The Tokyo Look Book paints a more complete portrait of Tokyo street culture than previous books on the subject, which often gravitate towards the most outrageous and avant garde fashions. Manabe’s photographs for The Tokyo Look Book, though sometimes out of focus, demonstrate that a woman in a fox-trimmed trench coat and skinny jeans or a construction worker can look as interesting as the teenaged girl in a lace pinafore, dog collar, and plastic Hello Kitty accessories.

Yet despite the wealth of information in The Tokyo Look Book, there’s a disappointing lack of insight. Keet never explains how any of these fashions and subcultures originated. As far as the reader can tell, the gyaru of the Shibuya area have always sported fake tans and frosted hair and their style has barely evolved in the past few decades. Keet mentions the influence of Western fashions on Japanese culture but refuses to explore its impact — what the Westernization (beginning in late 19th century) of Japanese style says about globalization, colonialism, or national pride.

Keet profiles a designer named Takuya Angel whose work examines the dialogue between East and West. He reworks traditional kimonos and accessorizes them with PVC, neon fabric, and furry collars. Angel, at one point, says, “I’d like to remind people of how Japanese society used to be. These clothes are full of my anxieties about today’s society”. Keet, however, never explores this idea or the implications of mixing traditional dress with Western styles in such a jarring, almost disturbing, way. The section on Angel, and various other sections of the book, needs less of Keet the fashion documenter and more of Keet the anthropologist.

Keet also communicates a rather naïve view of fashion and its relationship with status. She writes, “Japan’s attitude towards Western clothes has been unfettered by the accompanying rules of class and status that clothes in Europe have been soaking in for hundred’s of years”. This assertion is difficult to swallow when Japan is one of the world’s biggest consumers of luxury goods — of Louis Vuitton purses, Chanel earrings, and Hermès scarves — the ultimate status symbols.

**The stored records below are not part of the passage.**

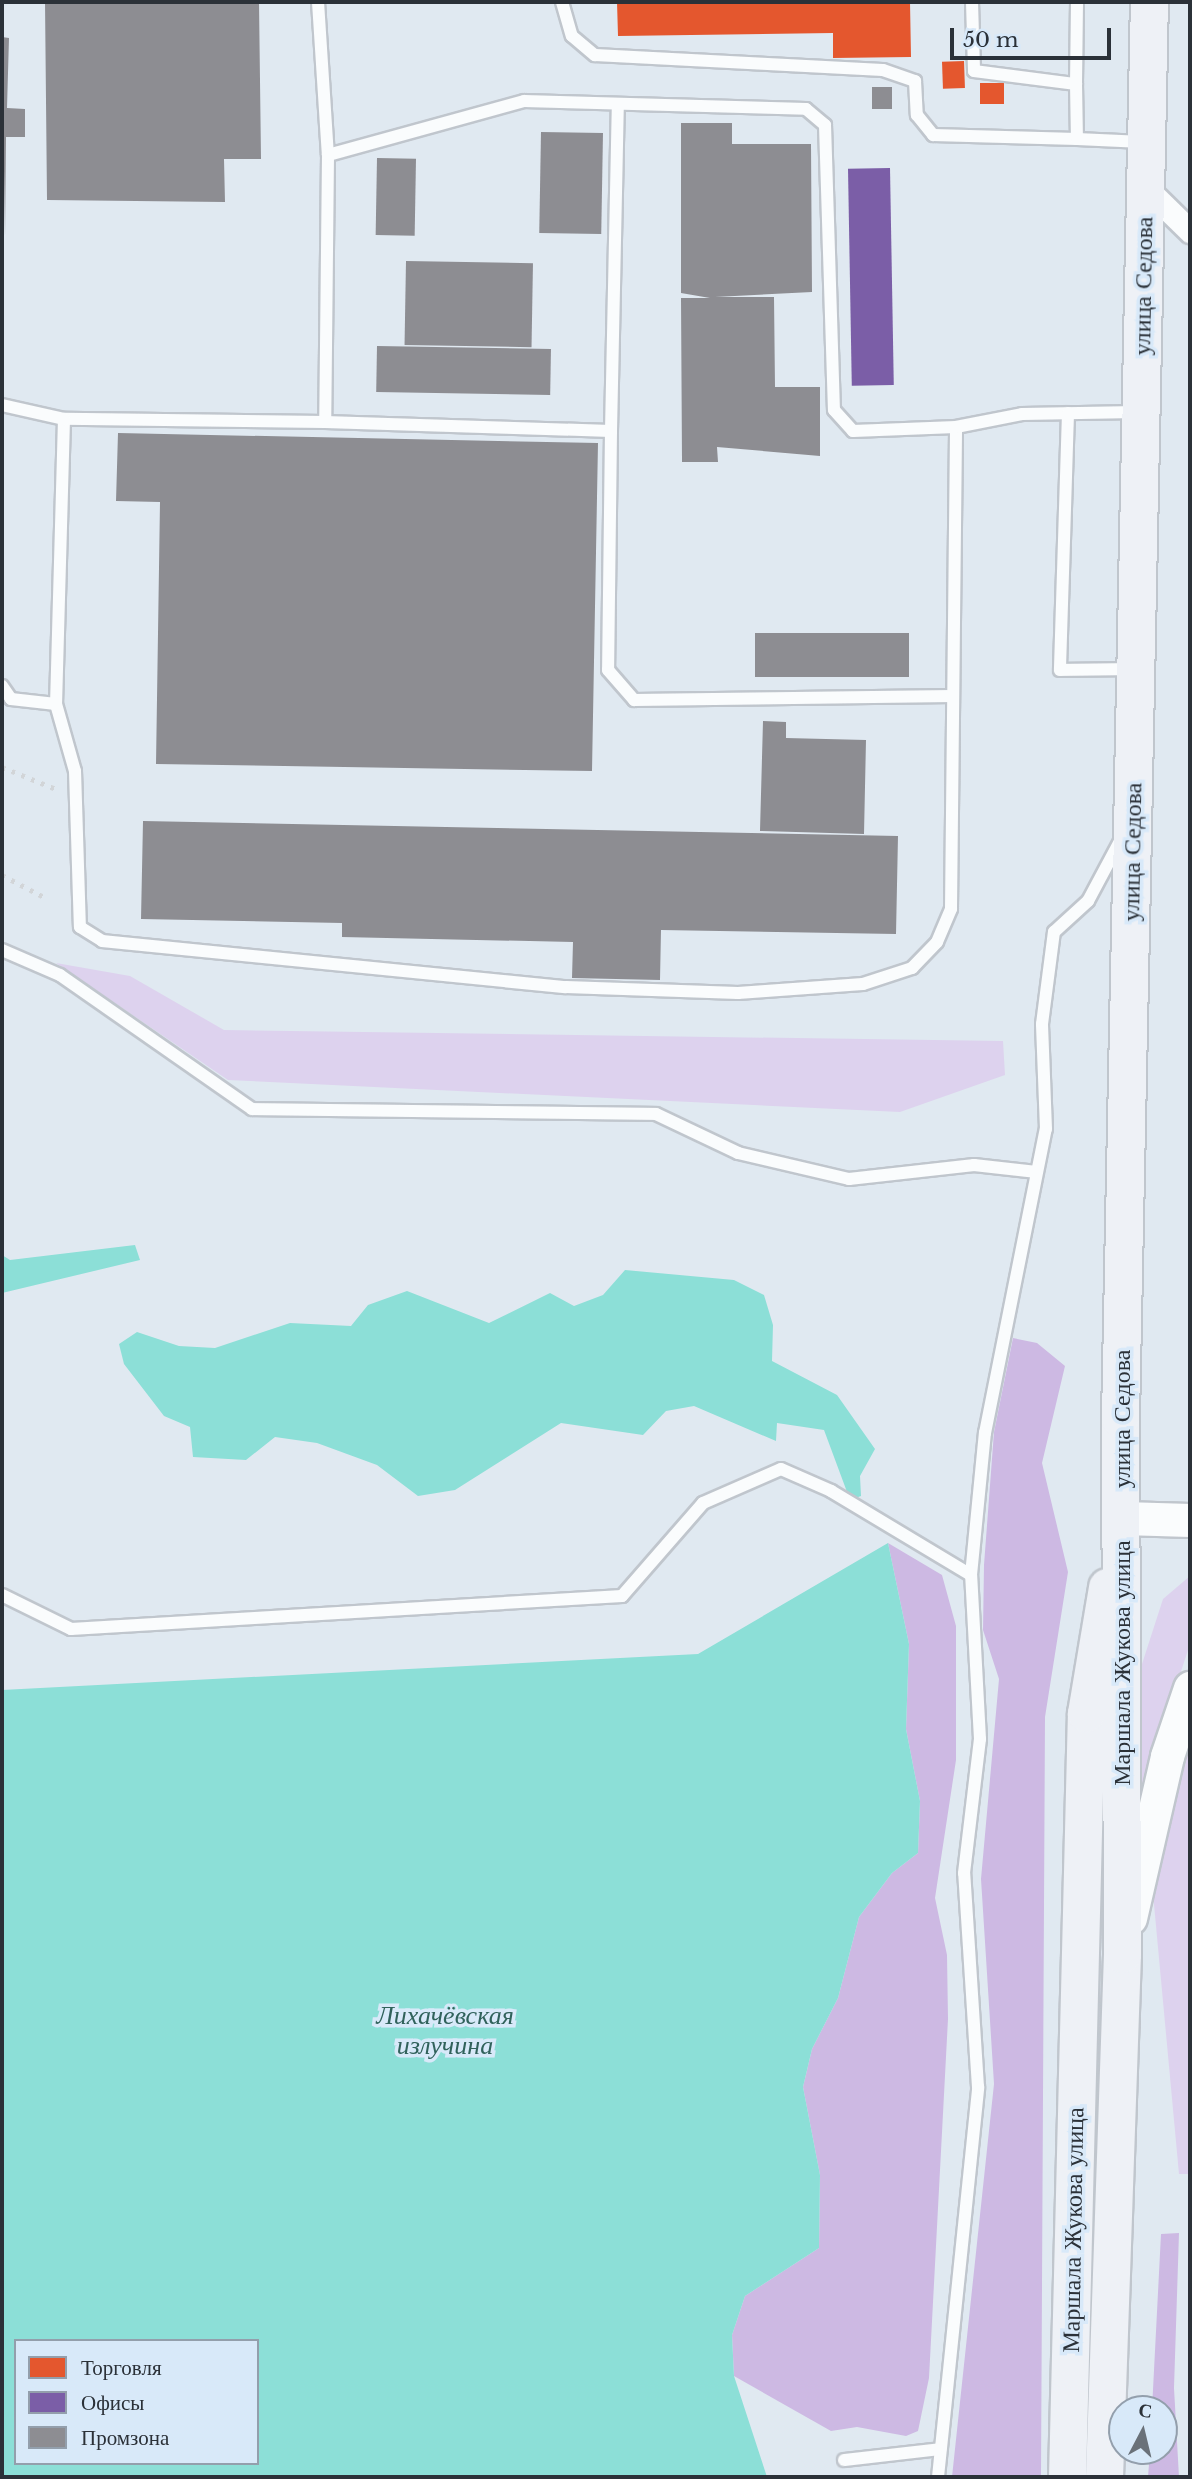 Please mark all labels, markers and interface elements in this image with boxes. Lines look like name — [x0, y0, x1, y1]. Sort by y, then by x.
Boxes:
scale bar — [954, 14, 1115, 58]
text: 50 m — [963, 27, 1018, 53]
street label: улица Седова — [1127, 216, 1159, 356]
street label: улица Седова — [1116, 782, 1148, 922]
street label: улица Седова — [1108, 1350, 1136, 1488]
street label: Маршала Жукова улица — [1108, 1540, 1136, 1786]
water label: Лихачёвская излучина — [376, 2000, 514, 2062]
street label: Маршала Жукова улица — [1056, 2107, 1090, 2353]
legend — [14, 2339, 259, 2465]
text: Торговля — [81, 2355, 162, 2381]
text: Офисы — [81, 2390, 144, 2416]
north arrow — [1108, 2395, 1178, 2465]
text: С — [1137, 2398, 1154, 2423]
text: Промзона — [81, 2425, 169, 2451] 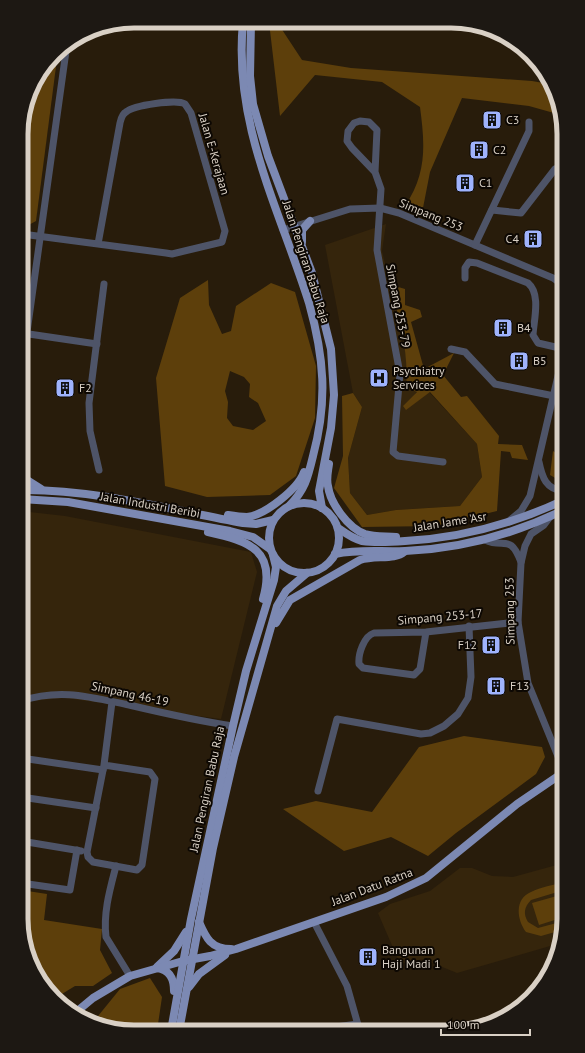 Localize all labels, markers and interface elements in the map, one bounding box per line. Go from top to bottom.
building icon: C3 [481,109,503,131]
street label: Jalan E-Kerajaan [195,110,233,196]
place label: C3 [506,112,519,127]
building icon: C2 [468,139,490,161]
place label: C2 [493,142,506,157]
building icon: C1 [454,172,476,194]
place label: C1 [479,175,492,190]
street label: Simpang 253 [397,195,465,234]
street label: Jalan Pengiran Babu Raja [279,198,333,325]
building icon: C4 [522,228,544,250]
place label: C4 [506,231,519,246]
street label: Simpang 253-79 [383,263,414,349]
building icon: B4 [492,317,514,339]
place label: B4 [517,320,531,335]
building icon: B5 [508,350,530,372]
place label: B5 [533,353,547,368]
place label: Psychiatry Services [393,363,445,392]
hospital icon: Psychiatry Services [368,367,390,389]
building icon: F2 [54,377,76,399]
place label: F2 [79,380,92,395]
street label: Jalan Industri Beribi [98,488,201,521]
street label: Jalan Jame 'Asr [411,508,487,535]
street label: Simpang 253 [501,577,518,645]
street label: Simpang 253-17 [397,605,483,628]
building icon: F12 [480,634,502,656]
place label: F12 [458,637,477,652]
building icon: F13 [485,675,507,697]
street label: Simpang 46-19 [90,678,170,709]
place label: F13 [510,678,529,693]
street label: Jalan Pengiran Babu Raja [186,725,227,854]
street label: Jalan Datu Ratna [328,864,415,909]
place label: Bangunan Haji Madi 1 [382,942,441,971]
building icon: Bangunan Haji Madi 1 [357,946,379,968]
scale bar [441,1011,530,1037]
text: 100 m [447,1017,480,1032]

Conversely, many of the Japanese punks and art students wear Dr. Martens, shoes formerly associated with the working class and, later, adopted by the punk movement in Great Britain. Though Docs have now been co-opted by the mainstream (and are, therefore, more expensive), they still maintain their history and symbolize certain ideals, such as socialism, anti-fashion, and rebellion. It’s unlikely the Japanese are ignorant of the social and class implications inherent in certain Western garments. Whether consumers are consciously or subconsciously buying into these ideas of class and status (or ironically commenting on them), they are still participating in and shaping the historical and social implications in fashion.

This — how street fashion reflects the world we live in (much more than the catwalk ever can), how it constantly tweaks and re-imagines history, how it can symbolize class and status yet can also symbolize the dissolving of class barriers — is what makes street fashion so interesting. It’s disappointing that The Tokyo Look Book doesn’t explore the deeper significance of street culture and fashion in Japan, but it’s the most thorough and comprehensive overview of Tokyo street culture we’ve got. And for many readers, that is enough.